EXTRACTED ENTRIES section start

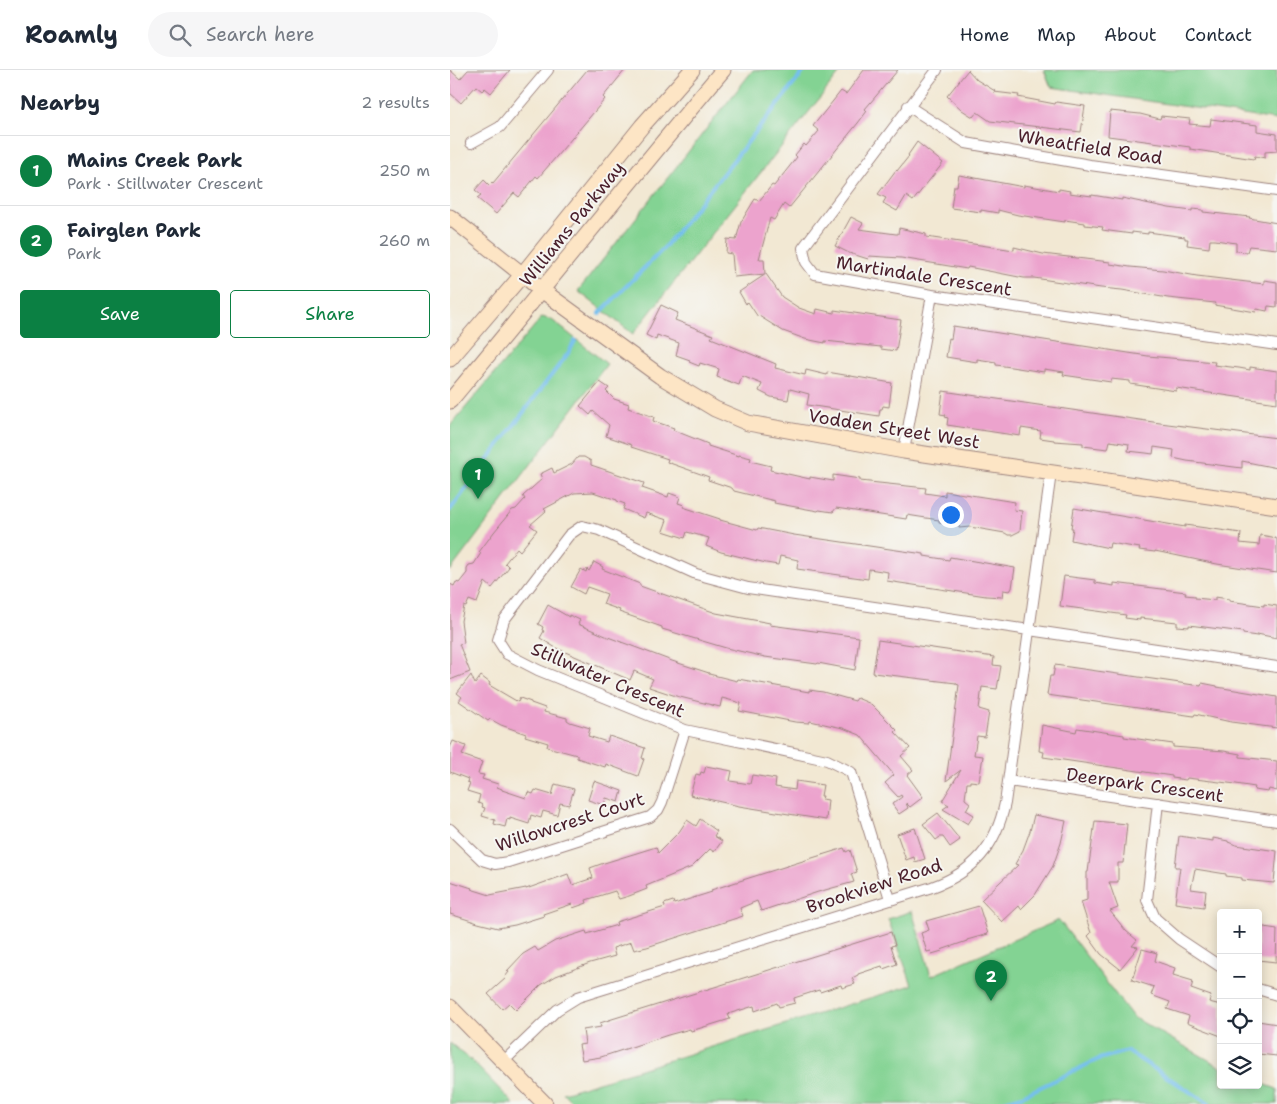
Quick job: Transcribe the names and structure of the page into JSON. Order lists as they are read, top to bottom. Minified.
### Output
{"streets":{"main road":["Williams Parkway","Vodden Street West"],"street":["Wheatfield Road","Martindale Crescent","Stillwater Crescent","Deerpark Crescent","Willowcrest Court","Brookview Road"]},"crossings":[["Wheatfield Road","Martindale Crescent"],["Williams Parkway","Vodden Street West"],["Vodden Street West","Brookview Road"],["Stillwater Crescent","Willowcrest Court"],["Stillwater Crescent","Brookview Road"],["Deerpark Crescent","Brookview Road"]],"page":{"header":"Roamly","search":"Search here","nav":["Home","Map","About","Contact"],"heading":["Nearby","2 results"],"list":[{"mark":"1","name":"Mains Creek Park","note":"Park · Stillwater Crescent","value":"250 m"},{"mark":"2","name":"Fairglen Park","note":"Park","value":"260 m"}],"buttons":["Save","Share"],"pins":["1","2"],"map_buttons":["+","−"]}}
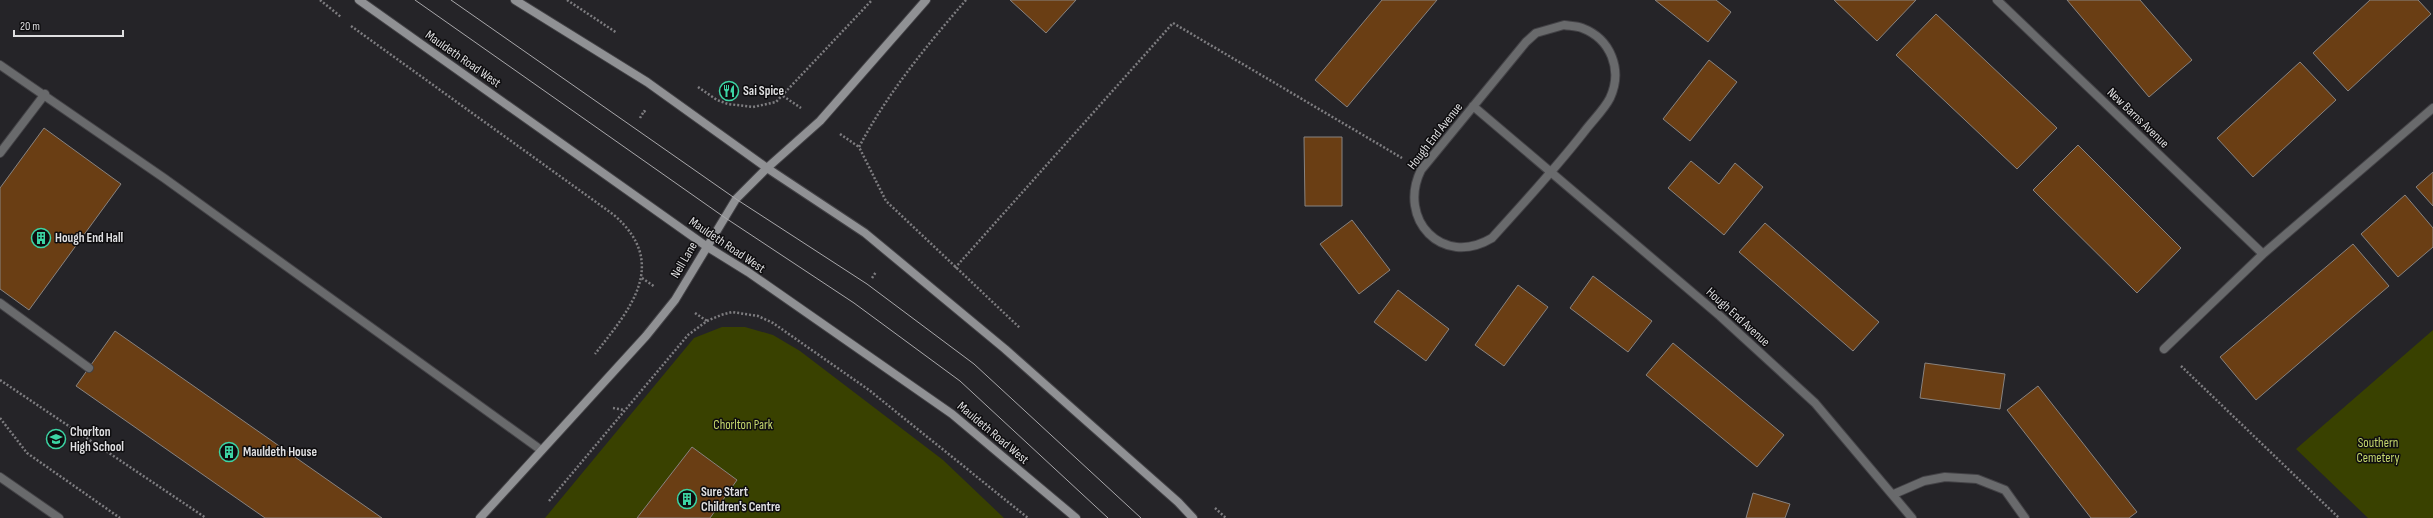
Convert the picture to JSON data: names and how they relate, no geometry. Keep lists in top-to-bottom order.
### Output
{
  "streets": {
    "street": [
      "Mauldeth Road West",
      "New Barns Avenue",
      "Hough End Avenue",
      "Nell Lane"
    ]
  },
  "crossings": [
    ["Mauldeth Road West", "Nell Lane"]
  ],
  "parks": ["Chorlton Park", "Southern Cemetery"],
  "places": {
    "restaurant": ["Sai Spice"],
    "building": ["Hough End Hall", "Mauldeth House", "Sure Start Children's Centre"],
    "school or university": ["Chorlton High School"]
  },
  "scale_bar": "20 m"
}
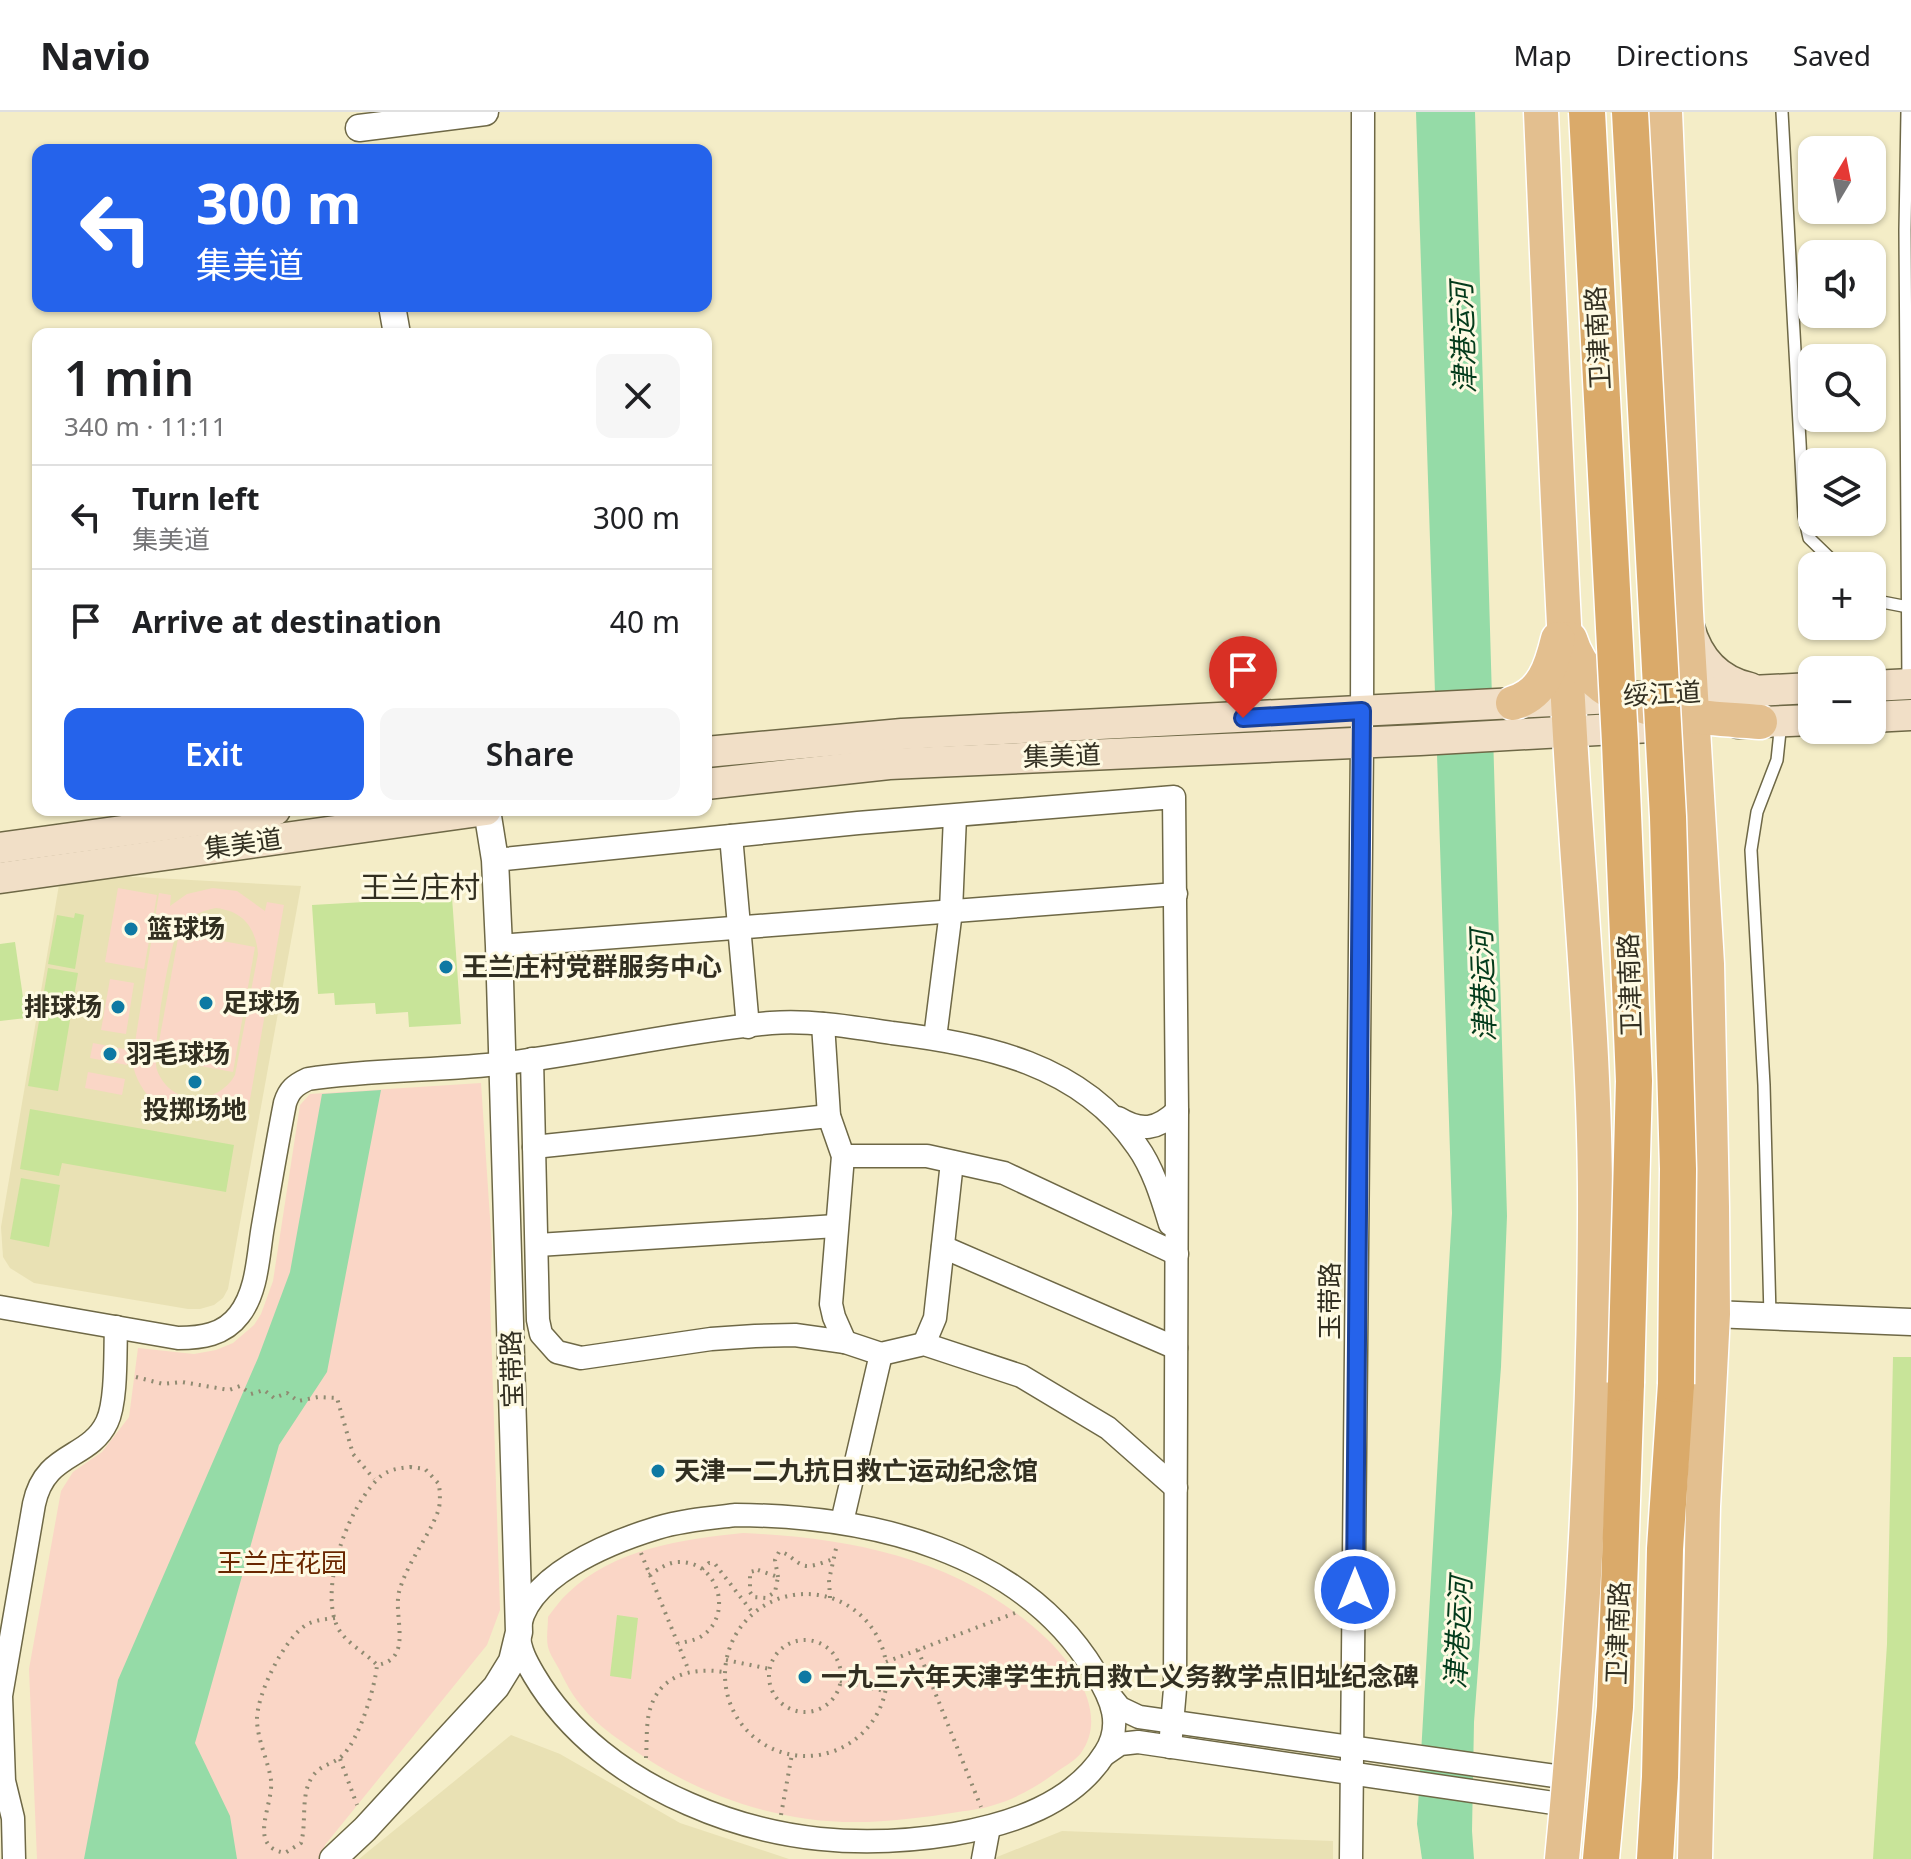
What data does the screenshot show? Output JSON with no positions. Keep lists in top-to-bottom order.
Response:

EXTRACTED ENTRIES section end

◆ WHAT NEEDS TO BE DONE
Except for the pictures, set down each line of the records exactly as it appears.

◆ YOUR RESPONSE
Quick job: Transcribe the names and structure of the page into JSON. Order lists as they are read, top to bottom. Minified.
### Output
{"streets":{"main road":["Williams Parkway","Vodden Street West"],"street":["Wheatfield Road","Martindale Crescent","Stillwater Crescent","Deerpark Crescent","Willowcrest Court","Brookview Road"]},"crossings":[["Wheatfield Road","Martindale Crescent"],["Williams Parkway","Vodden Street West"],["Vodden Street West","Brookview Road"],["Stillwater Crescent","Willowcrest Court"],["Stillwater Crescent","Brookview Road"],["Deerpark Crescent","Brookview Road"]],"page":{"header":"Roamly","search":"Search here","nav":["Home","Map","About","Contact"],"heading":["Nearby","2 results"],"list":[{"mark":"1","name":"Mains Creek Park","note":"Park · Stillwater Crescent","value":"250 m"},{"mark":"2","name":"Fairglen Park","note":"Park","value":"260 m"}],"buttons":["Save","Share"],"pins":["1","2"],"map_buttons":["+","−"]}}
Convert the picture to JSON data: names and how they relate, no geometry. Keep lists in top-to-bottom order.
### Output
{
  "streets": {
    "street": [
      "Mauldeth Road West",
      "New Barns Avenue",
      "Hough End Avenue",
      "Nell Lane"
    ]
  },
  "crossings": [
    ["Mauldeth Road West", "Nell Lane"]
  ],
  "parks": ["Chorlton Park", "Southern Cemetery"],
  "places": {
    "restaurant": ["Sai Spice"],
    "building": ["Hough End Hall", "Mauldeth House", "Sure Start Children's Centre"],
    "school or university": ["Chorlton High School"]
  },
  "scale_bar": "20 m"
}
What data does the screenshot show? Output JSON with no positions. Keep lists in top-to-bottom order.
Response:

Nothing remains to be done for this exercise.